Programmable Assurance Vocabulary
This page defines the canonical vocabulary of the Programmable Assurance discipline.
The vocabulary is organized into three levels.
- Level 1 establishes the foundational beliefs and problems.
- Level 2 defines the core ontology of the discipline.
- Level 3 defines the behavioral concepts that emerge from applying Programmable Assurance.
Implementation-specific terminology belongs to individual implementations, not the discipline.

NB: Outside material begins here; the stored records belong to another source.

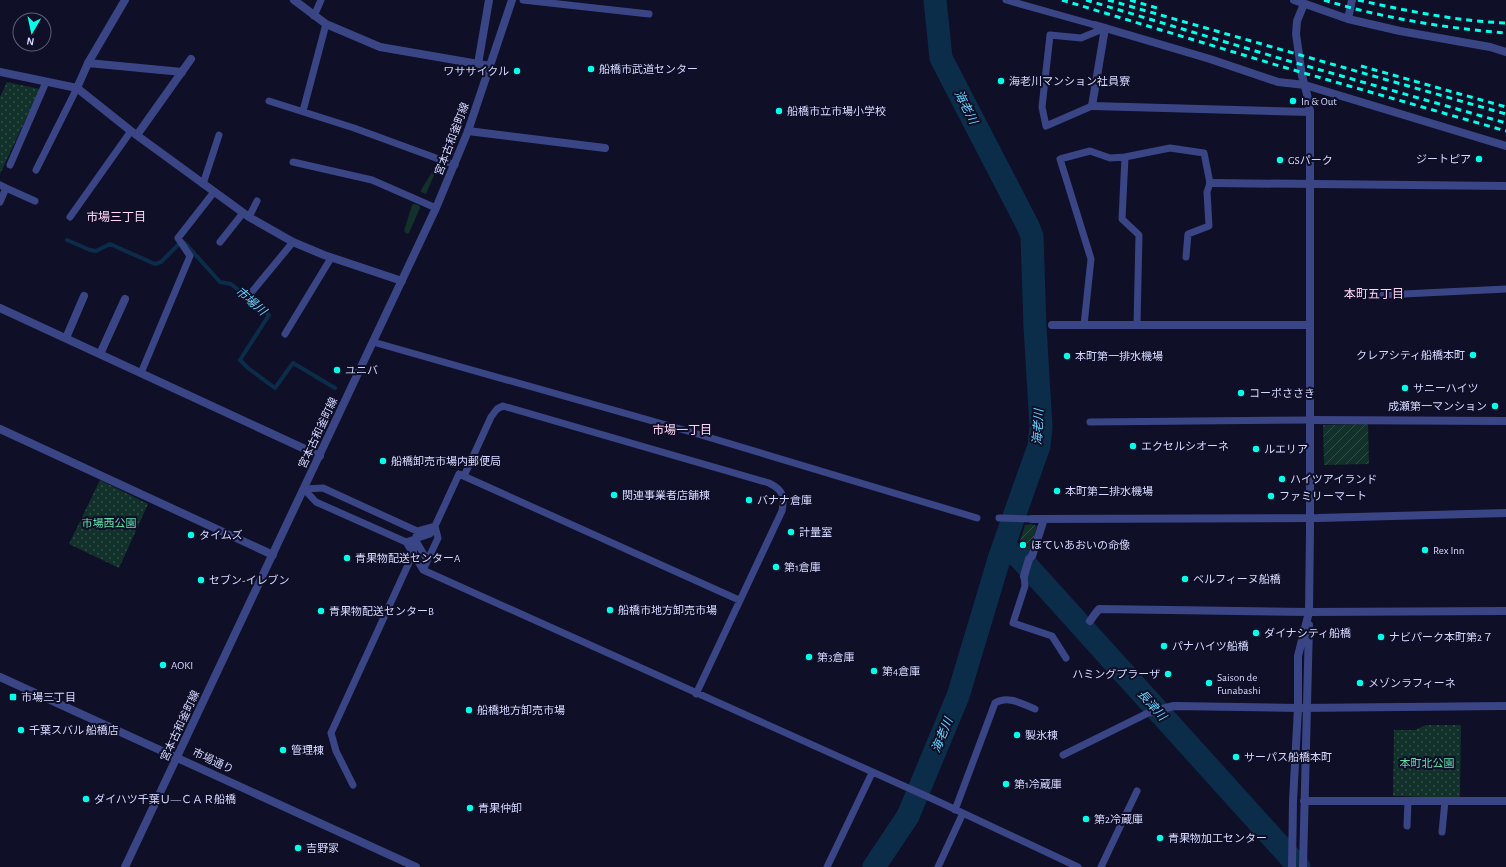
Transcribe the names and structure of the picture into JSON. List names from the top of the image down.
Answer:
{
  "streets": {
    "street": ["宮本古和釜町線", "市場通り"]
  },
  "crossings": [
    ["宮本古和釜町線", "市場通り"]
  ],
  "districts": ["市場三丁目", "本町五丁目", "市場一丁目"],
  "water": ["海老川", "市場川", "長津川"],
  "parks": ["市場西公園", "本町北公園"],
  "places": {
    "other": [
      "船橋市武道センター",
      "ワササイクル",
      "海老川マンション社員寮",
      "In & Out",
      "船橋市立市場小学校",
      "ジートピア",
      "GSパーク",
      "クレアシティ船橋本町",
      "本町第一排水機場",
      "ユニバ",
      "サニーハイツ",
      "コーポささき",
      "成瀬第一マンション",
      "エクセルシオーネ",
      "ルエリア",
      "船橋卸売市場内郵便局",
      "ハイツアイランド",
      "本町第二排水機場",
      "関連事業者店舗棟",
      "ファミリーマート",
      "バナナ倉庫",
      "計量室",
      "タイムズ",
      "ほていあおいの命像",
      "Rex Inn",
      "青果物配送センターA",
      "第1倉庫",
      "ベルフィーヌ船橋",
      "セブン-イレブン",
      "船橋市地方卸売市場",
      "青果物配送センターB",
      "ダイナシティ船橋",
      "ナビパーク本町第2７",
      "パナハイツ船橋",
      "第3倉庫",
      "AOKI",
      "第4倉庫",
      "ハミングプラーザ",
      "Saison de Funabashi",
      "メゾンラフィーネ",
      "船橋地方卸売市場",
      "千葉スバル 船橋店",
      "製氷棟",
      "管理棟",
      "サーパス船橋本町",
      "第1冷蔵庫",
      "ダイハツ千葉Ｕ―ＣＡＲ船橋",
      "青果仲卸",
      "第2冷蔵庫",
      "青果物加工センター",
      "吉野家"
    ],
    "transit": ["市場三丁目"]
  },
  "north": "bottom"
}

Level 1 — Foundational Concepts
Section titled “Level 1 — Foundational Concepts”The beliefs and problems that Programmable Assurance is built to address.
The Alignment Principle
Section titled “The Alignment Principle”Intent should align with outcomes.
The foundational belief of Programmable Assurance. Organizations should be able to continuously verify that what they intend is reflected in what actually happens.
Analogous to:
- Zero Trust: “Never trust, always verify.”
- Infrastructure as Code: “Treat infrastructure like software.”
- Programmable Assurance: “Intent should align with outcomes.”
The Intent-Reality Gap
Section titled “The Intent-Reality Gap”The gap between organizational intent and operational reality.
The core problem Programmable Assurance exists to close.
Example
An MFA policy is written and published to a policy portal. An identity platform enforces authentication.
Those two systems have no awareness of each other.
The policy existed.
The enforcement existed.
The gap between them—unverified, unrecorded, and unaccountable—is where the breach lives.
Every governance failure lives in the Intent-Reality Gap.
Governance Fragmentation
Section titled “Governance Fragmentation”The structural condition in which the systems that define, enforce, observe, and audit governance have no shared awareness, accountability, or evidence layer.
Governance Fragmentation is the cause of the Intent-Reality Gap.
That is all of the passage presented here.